> Exercise:
Determine how many lines of the listing below include the string "accent". Output the number and nothing more.

[Extracted data — start]

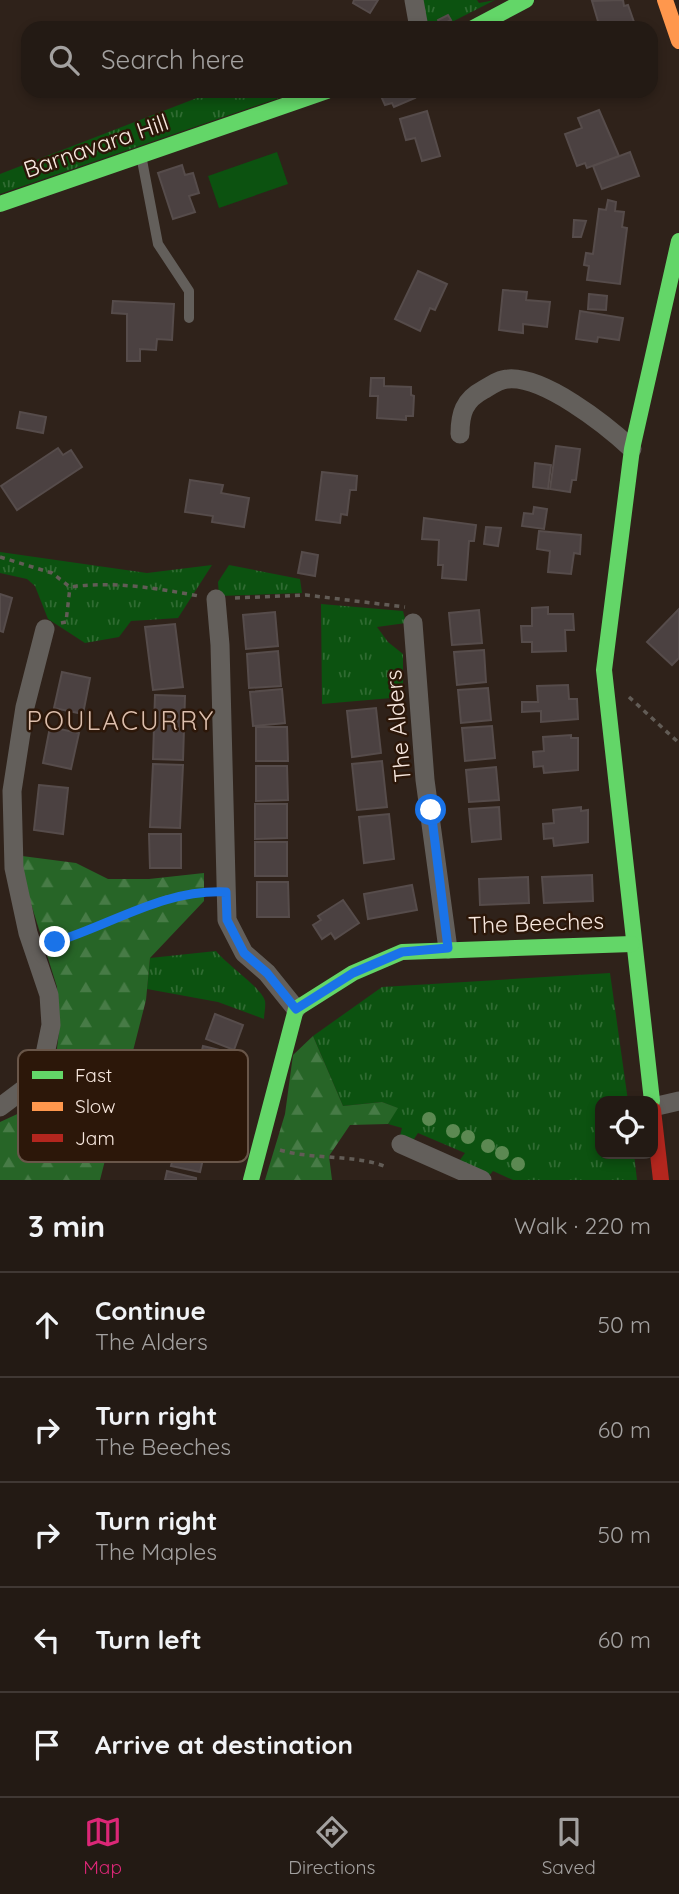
<!DOCTYPE html>
<meta charset="utf-8">
<style>
:root{--surface:#231a14;--page:#2b231d;--text:#f1f3f6;--muted:#a3a1a0;--line:#403834;--accent:#db2777}
body{margin:0;font-family:Quicksand,sans-serif;background:var(--page);color:var(--text)}
.controls{position:absolute;right:21px;bottom:21px;display:grid;overflow:hidden;border-radius:14px;box-shadow:0 4px 10px #0003}
.controls button{width:63px;height:63px;display:grid;place-items:center;padding:0;border:0;border-bottom:2px solid var(--line);background:var(--surface);color:var(--text);font:35px sans-serif}
.stop{position:absolute;width:21px;height:21px;margin:-16px;border:5px solid #1a73e8;border-radius:50%;background:#fff}
.stop.end{background:#1a73e8;border-color:#fff;box-shadow:0 2px 7px #0008}
.list{margin:0;padding:0;list-style:none}
h2{display:flex;justify-content:space-between;align-items:center;height:91px;margin:0;padding:0 28px;font-size:30px}
h2 small{font-size:23px;font-weight:400;color:var(--muted)}
.list li{display:grid;grid-template-columns:46px 1fr auto;gap:21px;align-items:center;box-sizing:border-box;height:105px;padding:0 28px;border-top:2px solid var(--line)}
.list b{display:block;font-size:26px;white-space:nowrap}
.list p{margin:0;font-size:23px;white-space:nowrap;color:var(--muted)}
.list em{font-size:23px;font-style:normal;color:var(--muted)}
.icon{flex:none;width:38px;height:38px;fill:none;stroke:currentColor;stroke-width:2;stroke-linecap:round;stroke-linejoin:round}
.map{position:relative;flex:none;width:679px;height:1180px;overflow:hidden}
.search{position:absolute;background:var(--surface);box-shadow:0 4px 10px #0003;left:21px;right:21px;top:21px;height:77px;display:flex;align-items:center;gap:18px;box-sizing:border-box;padding:0 24px;border-radius:21px;color:var(--muted);font-size:26px}
.sheet{height:616px;background:var(--surface)}
nav{display:flex;justify-content:space-around;align-items:center;box-sizing:border-box;height:98px;border-top:2px solid var(--line);background:var(--surface);font-size:19px;color:var(--muted)}
nav a{display:grid;justify-items:center;gap:4px}
nav .on{color:var(--accent)}
.map>svg:first-child{display:block}
.grass{fill:url(#grass-tufts)}
.forest{fill:url(#forest-firs)}
.pitch{fill:#0c5210}
.building{fill:#4b4141;stroke:#564c4b;stroke-width:2}
.lines{fill:none;stroke-linecap:round;stroke-linejoin:round}
.path{stroke:#625c56;stroke-width:3.5;stroke-dasharray:5 5;stroke-linecap:butt}
.lane{stroke:#635f5b;stroke-width:10}
.street{stroke:#635f5b;stroke-width:19}
.fast{stroke:#63d668;stroke-width:16}
.slow{stroke:#ff974d;stroke-width:16}
.jam{stroke:#b3261e;stroke-width:16}
.tree{fill:#5c8952}
.route{stroke:#1a73e8;stroke-width:9}
.labels{text-anchor:middle;stroke-width:5;stroke-linejoin:round;paint-order:stroke}
.street-label{font-size:23px;fill:#f8e8df;stroke:#2c1709}
.quarter-label{font-size:26px;letter-spacing:2px;fill:#dcbeac;stroke:#2c1709}
.key{fill:#2c1709;stroke:#695649;stroke-width:2}
.key-label{font-size:19px;fill:#f8e8df}
</style>
<div class="map">
<svg width="679" height="1180" viewBox="0 0 679 1180">
<defs>
<pattern id="grass-tufts" width="24" height="20" patternUnits="userSpaceOnUse" patternTransform="scale(1.75)"><rect width="24" height="20" fill="#0c5210"/><path d="M3 7l-1-3M5 7V3M7 7l1-3M15 17l-1-3M17 17v-4M19 17l1-3" fill="none" stroke="#306b32"/></pattern>
<pattern id="forest-firs" width="22" height="20" patternUnits="userSpaceOnUse" patternTransform="scale(1.75)"><rect width="22" height="20" fill="#276527"/><path d="M5 1l3.5 6h-7zM16 11l3.5 6h-7z" fill="#477b46"/></pattern>
</defs>
<rect width="100%" height="100%" fill="#2f221a"/>
<g class="grass">
<polygon points="421,0 477,0 479,3 495,0 442,27 429,28 424,21"/>
<polygon points="215,91 299,91 0,194 0,174"/>
<polygon points="0,552 147,573 212,565 178,618 131,621 119,637 85,643 48,619 35,586 27,579 0,573"/>
<polygon points="229,565 300,579 302,593 219,596 218,582"/>
<polygon points="321,604 403,611 406,623 377,627 388,642 403,654 403,697 322,704"/>
<path d="M216,951C227,965 262,988 265,1001C266,1006 264,1014 264,1019L218,1002L147,989L150,958Z"/>
<polygon points="610,973 628,1101 600,1101 600,1154 634,1154 637,1180 513,1180 493,1171 487,1178 457,1164 465,1153 418,1133 412,1142 400,1136 402,1128 388,1124 397,1108 382,1102 343,1106 313,1036 382,987"/>
</g>
<g class="forest">
<polygon points="22,856 76,863 108,879 149,879 204,873 204,901 150,958 146,1000 100,1180 0,1180 0,1122 26,1110 53,1080 59,1032 57,987 22,875"/>
<polygon points="313,1036 343,1106 382,1102 398,1108 388,1124 350,1125 329,1156 332,1180 265,1180 285,1114 293,1055"/>
</g>
<polygon class="pitch" points="277,152 288,184 219,208 208,176"/>
<g class="building">
<polygon points="354,0 378,0 370,13 353,3"/>
<polygon points="623,0 624,6 628,5 634,22 628,24 629,28 600,28 592,1"/>
<polygon points="448,15 451,20 440,26 438,20"/>
<polygon points="393,91 412,91 415,98 394,107 392,103 385,105 381,96"/>
<polygon points="541,91 576,91 576,95 541,97"/>
<polygon points="599,110 619,156 587,168 585,163 577,166 565,134 582,128 578,118"/>
<polygon points="427,111 440,156 422,161 415,138 406,140 400,119"/>
<polygon points="630,152 639,176 602,189 593,166"/>
<polygon points="182,165 185,175 193,173 199,193 189,196 195,212 173,219 158,173"/>
<polygon points="608,200 616,202 615,211 624,212 622,227 627,228 620,284 587,280 589,266 584,265 586,253 593,254 599,209 606,210"/>
<polygon points="574,220 586,221 581,237 573,237"/>
<polygon points="418,271 447,284 435,310 430,308 420,331 395,319"/>
<polygon points="503,290 527,292 526,300 550,302 547,327 523,324 523,333 499,330"/>
<polygon points="589,294 607,296 606,310 588,309"/>
<polygon points="113,301 174,304 172,340 157,339 156,350 140,349 140,361 127,361 127,314 112,313"/>
<polygon points="580,311 623,318 619,340 598,337 597,342 576,339"/>
<polygon points="371,378 384,378 384,386 411,387 411,395 414,396 413,416 406,416 406,420 377,418 378,396 370,396"/>
<polygon points="20,412 46,417 43,433 17,428"/>
<polygon points="556,446 580,449 576,480 572,480 570,492 550,489"/>
<polygon points="58,448 63,455 71,450 82,467 17,510 1,486"/>
<polygon points="535,463 551,465 548,489 533,487"/>
<polygon points="322,472 357,476 356,490 350,490 347,515 341,514 340,523 316,520"/>
<polygon points="190,480 223,485 221,493 249,498 244,527 212,522 213,516 185,512"/>
<polygon points="534,507 547,509 544,529 522,526 524,513 533,514"/>
<polygon points="424,518 476,525 474,541 469,541 466,580 442,578 443,565 438,565 439,540 422,539"/>
<polygon points="486,527 501,528 498,546 484,544"/>
<polygon points="539,531 581,535 580,554 574,553 571,574 548,572 550,551 537,549"/>
<polygon points="302,552 318,555 315,576 298,573"/>
<polygon points="0,594 12,598 3,632 0,631"/>
<polygon points="548,607 548,614 573,614 574,630 565,630 566,651 532,652 532,642 522,642 521,626 532,626 532,608"/>
<polygon points="679,609 679,658 672,665 647,642"/>
<polygon points="479,610 482,643 452,645 449,613"/>
<polygon points="275,612 278,646 246,649 243,615"/>
<polygon points="175,624 183,687 153,690 145,627"/>
<polygon points="484,650 486,682 457,685 454,652"/>
<polygon points="278,651 281,686 249,688 247,654"/>
<polygon points="62,672 90,678 83,714 54,708"/>
<polygon points="568,685 569,699 577,699 578,719 541,722 541,711 522,712 522,702 538,702 537,686"/>
<polygon points="488,688 491,720 461,723 458,690"/>
<polygon points="282,689 285,723 253,726 250,692"/>
<polygon points="155,695 185,696 183,760 153,759"/>
<polygon points="376,708 381,753 352,757 347,711"/>
<polygon points="492,726 495,758 465,761 462,728"/>
<polygon points="50,727 79,733 71,769 43,763"/>
<polygon points="256,727 287,727 288,761 256,761"/>
<polygon points="571,735 571,738 578,738 578,770 544,773 543,766 534,767 533,752 544,751 543,737"/>
<polygon points="382,761 387,807 357,810 352,764"/>
<polygon points="153,764 183,765 180,828 150,827"/>
<polygon points="256,766 287,766 288,800 256,801"/>
<polygon points="496,767 499,800 469,802 466,770"/>
<polygon points="39,785 68,788 63,834 34,830"/>
<polygon points="255,804 287,804 287,838 255,839"/>
<polygon points="499,807 501,839 472,842 469,809"/>
<polygon points="581,807 581,811 588,810 588,842 554,846 553,838 544,839 543,824 554,823 553,810"/>
<polygon points="389,814 394,859 364,863 359,817"/>
<polygon points="149,834 181,834 181,868 150,868"/>
<rect x="255" y="842" width="32" height="34"/>
<polygon points="592,875 593,901 544,903 542,877"/>
<polygon points="528,877 529,903 480,905 479,879"/>
<polygon points="257,882 288,882 289,917 257,917"/>
<polygon points="412,885 417,910 368,919 364,894"/>
<polygon points="343,900 359,923 335,939 331,933 322,939 313,925 321,920 318,916"/>
<polygon points="215,1014 243,1025 234,1050 206,1039"/>
<polygon points="203,1046 232,1053 226,1079 197,1072"/>
<polygon points="177,1140 206,1146 200,1172 171,1166"/>
<polygon points="167,1171 196,1178 196,1180 165,1180"/>
</g>
<g class="lines">
<g class="path">
<path d="M0,557L52,573L70,587C115,581 155,588 199,596"/>
<polyline points="235,598 306,595 405,607"/>
<polyline points="61,623 66,622 70,587"/>
<polyline points="629,697 679,743"/>
<polyline points="51,942 99,928 166,897 209,891"/>
<path d="M280,1150C314,1160 351,1154 384,1166"/>
</g>
<polyline class="lane" points="141,155 158,244 189,291 189,318"/>
<g class="street">
<polyline points="414,0 419,28"/>
<path d="M460,434C460,414 464,400 483,390C490,386 500,379 508,379C544,376 605,424 632,449"/>
<polyline points="216,599 220,645 227,920 244,953 267,973 296,1009"/>
<polyline points="413,623 425,780 448,949"/>
<polyline points="0,1107 24,1089 43,1064 51,1025 49,995 28,933 14,868 12,791 25,707 45,629"/>
<polyline points="653,1107 679,1101"/>
<polyline points="401,1144 482,1180"/>
</g>
<g class="fast">
<polyline points="473,28 526,0"/>
<polyline points="0,204 327,91"/>
<polyline points="652,1101 604,670 632,449 679,241"/>
<polyline points="251,1180 296,1009 353,973 402,952 632,944"/>
</g>
<polyline class="slow" points="665,0 679,41"/>
<polyline class="jam" points="653,1110 661,1180"/>
</g>
<g class="tree">
<circle cx="429" cy="1119" r="7"/>
<circle cx="453" cy="1131" r="7"/>
<circle cx="468" cy="1137" r="7"/>
<circle cx="488" cy="1146" r="7"/>
<circle cx="502" cy="1153" r="7"/>
<circle cx="518" cy="1164" r="7"/>
</g>
<g class="lines">
<path class="route" d="M55,942C113,924 164,889 226,892L227,920L244,953L267,973L296,1009L353,973L402,952L448,948L431,810"/>
</g>
<g class="labels">
<g class="street-label">
<text transform="translate(96 146) rotate(-19)" y="8">Barnavara Hill</text>
<text transform="translate(398 726) rotate(-95)" y="8">The Alders</text>
<text transform="translate(536 923) rotate(-2)" y="8">The Beeches</text>
</g>
<g class="quarter-label">
<text x="121" y="730">POULACURRY</text>
</g>
</g>
<rect x="18" y="1050" width="230" height="112" rx="10" class="key"/>
<rect x="32" y="1071" width="31" height="8" fill="#63d668"/>
<rect x="32" y="1102" width="31" height="9" fill="#ff974d"/>
<rect x="32" y="1134" width="31" height="8" fill="#b3261e"/>
<g class="key-label">
<text x="75" y="1082">Fast</text>
<text x="75" y="1113">Slow</text>
<text x="75" y="1145">Jam</text>
</g>
</svg>
<div class="controls">
<button><svg class="icon" aria-label="locate" viewBox="0 0 24 24"><circle cx="12" cy="12" r="6"/><path d="M12 2v4M12 18v4M2 12h4M18 12h4"/></svg></button>
</div>
<div class="stop" style="left:431px;top:810px"></div>
<div class="stop end" style="left:55px;top:942px"></div>
<div class="search"><svg class="icon" aria-label="search" viewBox="0 0 24 24"><circle cx="10" cy="10" r="6"/><path d="M15 15l6 6"/></svg>Search here</div>
</div>
<section class="sheet">
<h2>3 min<small>Walk · 220 m</small></h2>
<ul class="list">
<li><svg class="icon" aria-label="ahead" viewBox="0 0 24 24"><path d="M12 20V5M6 11l6-6 6 6"/></svg><div><b>Continue</b><p>The Alders</p></div><em>50 m</em></li>
<li><svg class="icon" aria-label="right" viewBox="0 0 24 24"><path d="M7 20v-9h11M14 6l5 5-5 5"/></svg><div><b>Turn right</b><p>The Beeches</p></div><em>60 m</em></li>
<li><svg class="icon" aria-label="right" viewBox="0 0 24 24"><path d="M7 20v-9h11M14 6l5 5-5 5"/></svg><div><b>Turn right</b><p>The Maples</p></div><em>50 m</em></li>
<li><svg class="icon" aria-label="left" viewBox="0 0 24 24"><path d="M17 20v-9H6M10 6l-5 5 5 5"/></svg><div><b>Turn left</b></div><em>60 m</em></li>
<li><svg class="icon" aria-label="arrive" viewBox="0 0 24 24"><path d="M6 21V4h12l-3 4 3 4H6"/></svg><div><b>Arrive at destination</b></div></li>
</ul>
</section>
<nav>
<a class="on"><svg class="icon" aria-label="map" viewBox="0 0 24 24"><path d="M3 6l6-2 6 2 6-2v14l-6 2-6-2-6 2zM9 4v14M15 6v14"/></svg>Map</a>
<a><svg class="icon" aria-label="directions" viewBox="0 0 24 24"><path d="M12 3l9 9-9 9-9-9zM9 14v-3h6M13 9l2 2-2 2"/></svg>Directions</a>
<a><svg class="icon" aria-label="saved" viewBox="0 0 24 24"><path d="M7 4h10v16l-5-4-5 4z"/></svg>Saved</a>
</nav>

[Extracted data — finish]

> Your response:
2